• [Data extract]:
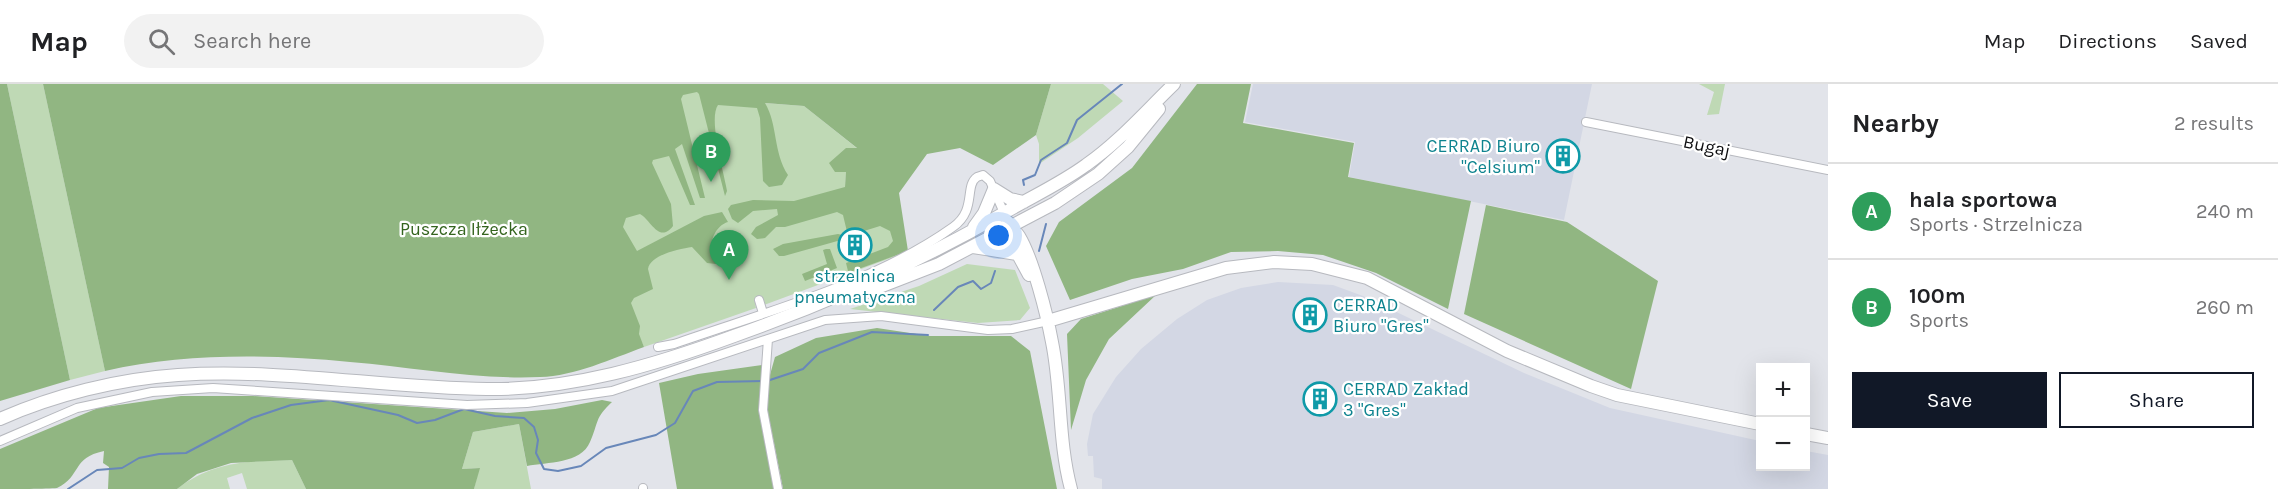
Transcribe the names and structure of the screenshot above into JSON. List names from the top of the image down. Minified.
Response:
{"streets":{"street":["Bugaj"]},"parks":["Puszcza Iłżecka"],"places":{"building":["CERRAD Biuro \"Celsium\"","strzelnica pneumatyczna","CERRAD Biuro \"Gres\"","CERRAD Zakład 3 \"Gres\""]},"page":{"header":"Map","search":"Search here","nav":["Map","Directions","Saved"],"heading":["Nearby","2 results"],"pins":["B","A"],"list":[{"mark":"A","name":"hala sportowa","note":"Sports · Strzelnicza","value":"240 m"},{"mark":"B","name":"100m","note":"Sports","value":"260 m"}],"buttons":["Save","Share"],"map_buttons":["+","−"]}}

• [Exercise requirements]: Repeat the data word for word. Images are not part of the copy.

• [Expected answer]:
Transcribe the names and structure of the screenshot above into JSON. List names from the top of the image down. Minified.
Response:
{"streets":{"street":["Bugaj"]},"parks":["Puszcza Iłżecka"],"places":{"building":["CERRAD Biuro \"Celsium\"","strzelnica pneumatyczna","CERRAD Biuro \"Gres\"","CERRAD Zakład 3 \"Gres\""]},"page":{"header":"Map","search":"Search here","nav":["Map","Directions","Saved"],"heading":["Nearby","2 results"],"pins":["B","A"],"list":[{"mark":"A","name":"hala sportowa","note":"Sports · Strzelnicza","value":"240 m"},{"mark":"B","name":"100m","note":"Sports","value":"260 m"}],"buttons":["Save","Share"],"map_buttons":["+","−"]}}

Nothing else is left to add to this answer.